Here is January the first in the series and below are Hans’s accompanying notes as published with the complete Calendar/Kalendarium set of paintings.

“This painting is the one that is still most indebted to the original idea of a Mandala, and in many ways represents the seminal point of the whole of the annual cycle. Here the motifs, figures and colours that are to accompany me through the year to come appear for the first time.

The four figures, wholly in the role of observers for the time being, are found in the four corners of the painting, sitting on the ice around a frozen lake which is like an eye and which contains, already thawed beneath the ice crust, the germ of the year, the warmth of the heart, the warmth of the summer to come. Skating on the lake we find the Hare and the Hen, Yin and Yang, the perpetually revolving duality.

It is a cold picture. The earth is frozen and turns into stone, the blue and white marble that frames the painting. On the inside, in the depths, is the red city, as the heart chakra in the colour of activity, of pulsating warmth and life. The city is designed in the shape of a cross which symbolises for me the symmetry of the dream city of imagination and fantasy.

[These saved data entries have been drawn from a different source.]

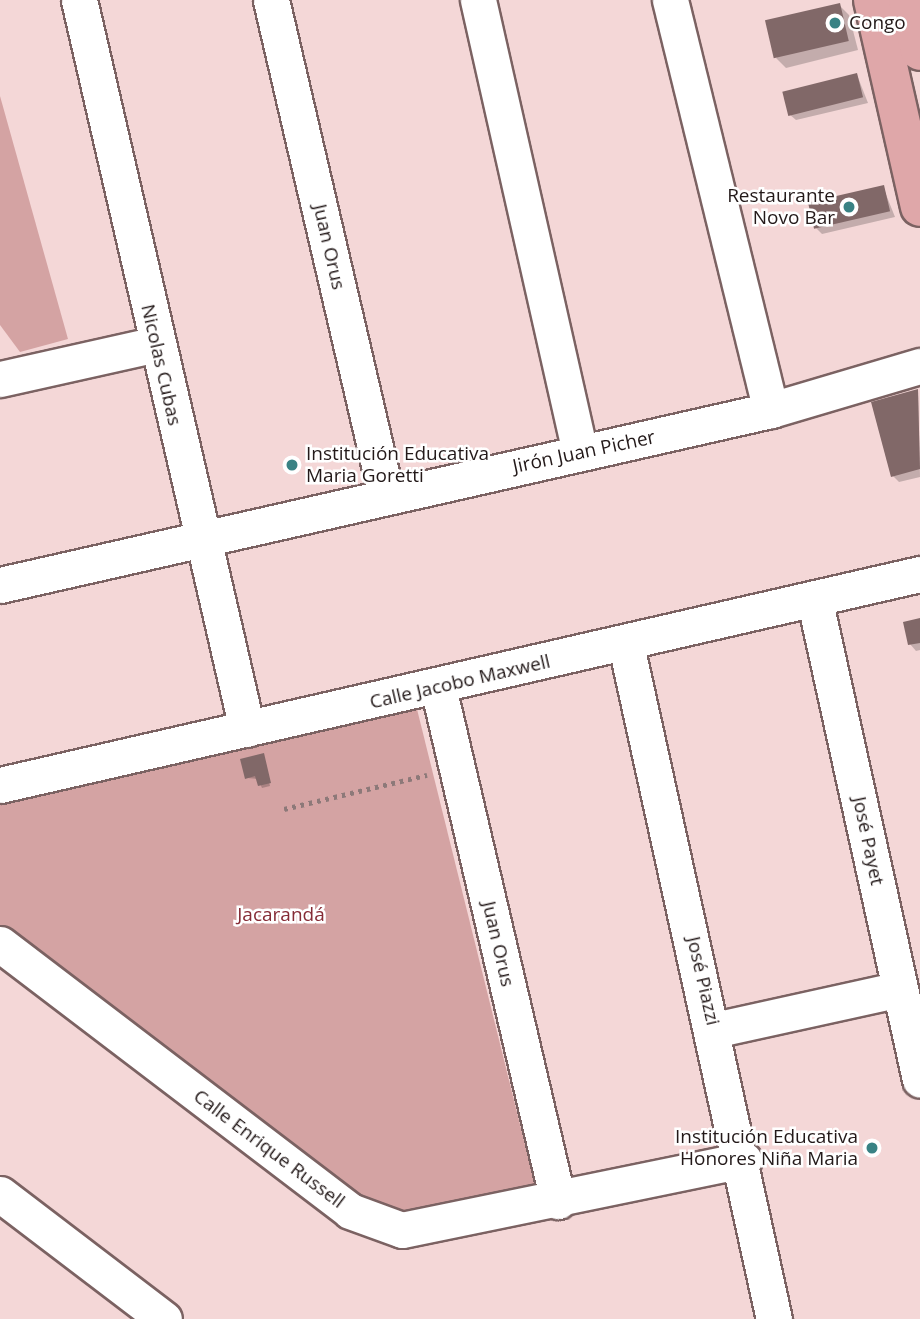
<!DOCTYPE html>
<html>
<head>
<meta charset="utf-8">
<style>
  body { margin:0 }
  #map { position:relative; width:920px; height:1319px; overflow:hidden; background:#f4d7d7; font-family:"Open Sans",sans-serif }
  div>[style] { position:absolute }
  .green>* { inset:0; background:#d4a3a3 }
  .shadow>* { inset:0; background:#0003 }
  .building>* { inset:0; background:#816868; transform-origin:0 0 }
  .path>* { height:4.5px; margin-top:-2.25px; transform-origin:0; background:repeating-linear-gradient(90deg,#8d7979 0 3.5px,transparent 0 8.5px) }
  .roads { filter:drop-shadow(2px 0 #7b6262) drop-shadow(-2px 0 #7b6262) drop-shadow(0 2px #7b6262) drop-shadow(0 -2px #7b6262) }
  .minor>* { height:35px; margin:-17.5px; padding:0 17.5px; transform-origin:17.5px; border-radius:17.5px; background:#fff }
  .major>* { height:38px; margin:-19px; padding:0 19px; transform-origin:19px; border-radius:19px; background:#dfa7a9 }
  .dots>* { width:19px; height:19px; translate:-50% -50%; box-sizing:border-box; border:4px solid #fff; border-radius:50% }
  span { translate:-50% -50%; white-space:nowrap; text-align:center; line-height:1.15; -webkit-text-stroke:5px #fff; paint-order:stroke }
  .poi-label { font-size:19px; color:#231919 }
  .left { translate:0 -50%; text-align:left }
  .right { translate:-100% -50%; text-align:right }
  .street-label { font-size:19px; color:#231919 }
  .park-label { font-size:19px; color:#852b35 }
</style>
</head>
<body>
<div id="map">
  <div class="green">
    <i style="clip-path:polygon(0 96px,68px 339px,20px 352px,0 325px)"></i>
    <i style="clip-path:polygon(414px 697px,535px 1185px,401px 1211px,363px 1204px,0 932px,0 795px)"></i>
  </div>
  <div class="shadow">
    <i style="clip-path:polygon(839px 5px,849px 15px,858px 50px,786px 68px,776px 58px)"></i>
    <i style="clip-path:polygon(857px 75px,868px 103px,796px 120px,789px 114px)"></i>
    <i style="clip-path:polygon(883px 187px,895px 217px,822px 234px,816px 228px)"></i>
    <i style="clip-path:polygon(918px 391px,920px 477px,899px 482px,893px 476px)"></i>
    <i style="clip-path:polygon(920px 620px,920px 650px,916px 651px,910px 644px)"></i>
    <i style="clip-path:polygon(263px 756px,270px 786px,262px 788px,258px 779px,247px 778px)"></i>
  </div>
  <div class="building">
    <i style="left:840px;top:3px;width:39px;height:77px;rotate:77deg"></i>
    <i style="left:857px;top:73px;width:25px;height:77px;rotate:76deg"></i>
    <i style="left:884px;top:185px;width:27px;height:78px;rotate:77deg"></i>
    <i style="clip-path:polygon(918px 389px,920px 469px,891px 477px,871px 402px)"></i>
    <i style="clip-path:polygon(920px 618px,920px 643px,908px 645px,903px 622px)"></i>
    <i style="clip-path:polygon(264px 753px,271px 783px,258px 786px,255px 776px,245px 779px,240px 759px)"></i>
  </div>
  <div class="path">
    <i style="left:284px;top:809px;width:147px;rotate:-13.4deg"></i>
  </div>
  <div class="roads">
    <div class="minor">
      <i style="left:79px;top:0;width:748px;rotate:77.02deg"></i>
      <i style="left:271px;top:0;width:507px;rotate:76.9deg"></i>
      <i style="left:478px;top:0;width:464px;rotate:77.3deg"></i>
      <i style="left:670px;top:0;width:422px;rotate:76.2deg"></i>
      <i style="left:0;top:379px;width:161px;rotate:-12.6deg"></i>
      <i style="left:0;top:585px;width:791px;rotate:-12.79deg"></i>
      <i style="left:771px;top:410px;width:155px;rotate:-16.5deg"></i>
      <i style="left:815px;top:602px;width:489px;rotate:77.6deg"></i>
      <i style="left:626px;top:645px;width:690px;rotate:77.62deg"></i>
      <i style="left:438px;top:687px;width:528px;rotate:76.86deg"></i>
      <i style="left:0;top:785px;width:944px;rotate:-12.92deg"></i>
      <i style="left:0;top:944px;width:440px;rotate:37.3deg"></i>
      <i style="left:350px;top:1211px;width:55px;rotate:20.1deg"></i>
      <i style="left:402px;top:1230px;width:349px;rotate:-11.6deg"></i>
      <i style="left:714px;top:1030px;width:190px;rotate:-12.4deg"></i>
      <i style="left:0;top:1194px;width:206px;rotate:37.3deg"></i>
    </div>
    <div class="major">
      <i style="left:873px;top:0;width:212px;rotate:77.2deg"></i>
      <i style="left:908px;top:0;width:52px;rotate:76.8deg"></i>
    </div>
  </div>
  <div class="dots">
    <i style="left:835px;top:23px;background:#398284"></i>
    <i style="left:849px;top:207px;background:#398284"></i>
    <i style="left:292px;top:465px;background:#398284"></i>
    <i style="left:872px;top:1148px;background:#398284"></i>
  </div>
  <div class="poi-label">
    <span class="left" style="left:849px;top:23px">Congo</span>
    <span class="right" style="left:835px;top:207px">Restaurante<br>Novo Bar</span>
    <span class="left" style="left:306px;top:465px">Institución Educativa<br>Maria Goretti</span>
    <span class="right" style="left:858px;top:1148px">Institución Educativa<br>Honores Niña Maria</span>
  </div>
  <div class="street-label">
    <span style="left:329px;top:247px;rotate:77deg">Juan Orus</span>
    <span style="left:161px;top:365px;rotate:77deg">Nicolas Cubas</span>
    <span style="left:584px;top:452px;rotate:-12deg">Jirón Juan Picher</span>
    <span style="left:460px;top:682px;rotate:-13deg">Calle Jacobo Maxwell</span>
    <span style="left:868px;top:841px;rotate:78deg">José Payet</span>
    <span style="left:498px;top:944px;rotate:77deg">Juan Orus</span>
    <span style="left:703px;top:981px;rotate:77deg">José Piazzi</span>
    <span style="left:269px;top:1149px;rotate:37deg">Calle Enrique Russell</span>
  </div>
  <div class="park-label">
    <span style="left:281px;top:915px">Jacarandá</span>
  </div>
</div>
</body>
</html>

The perspective in which cities are depicted in Tibetan pictures – and generally in Asian representations – seems to us Westerners to be oddly distorted and somehow “not right”. On more intense meditative engagement with such a picture however, it turns into a multi-dimensional image and the “wrong” perspective dissolves into a miraculously appropriate, if perhaps unfamiliar, perspective. During this process, the viewer has at the same time taken on a new line of vision, in which he suddenly sees everything as complete and right and in a new inner connection. Thus the picture, like a window, opens a view into other spaces.”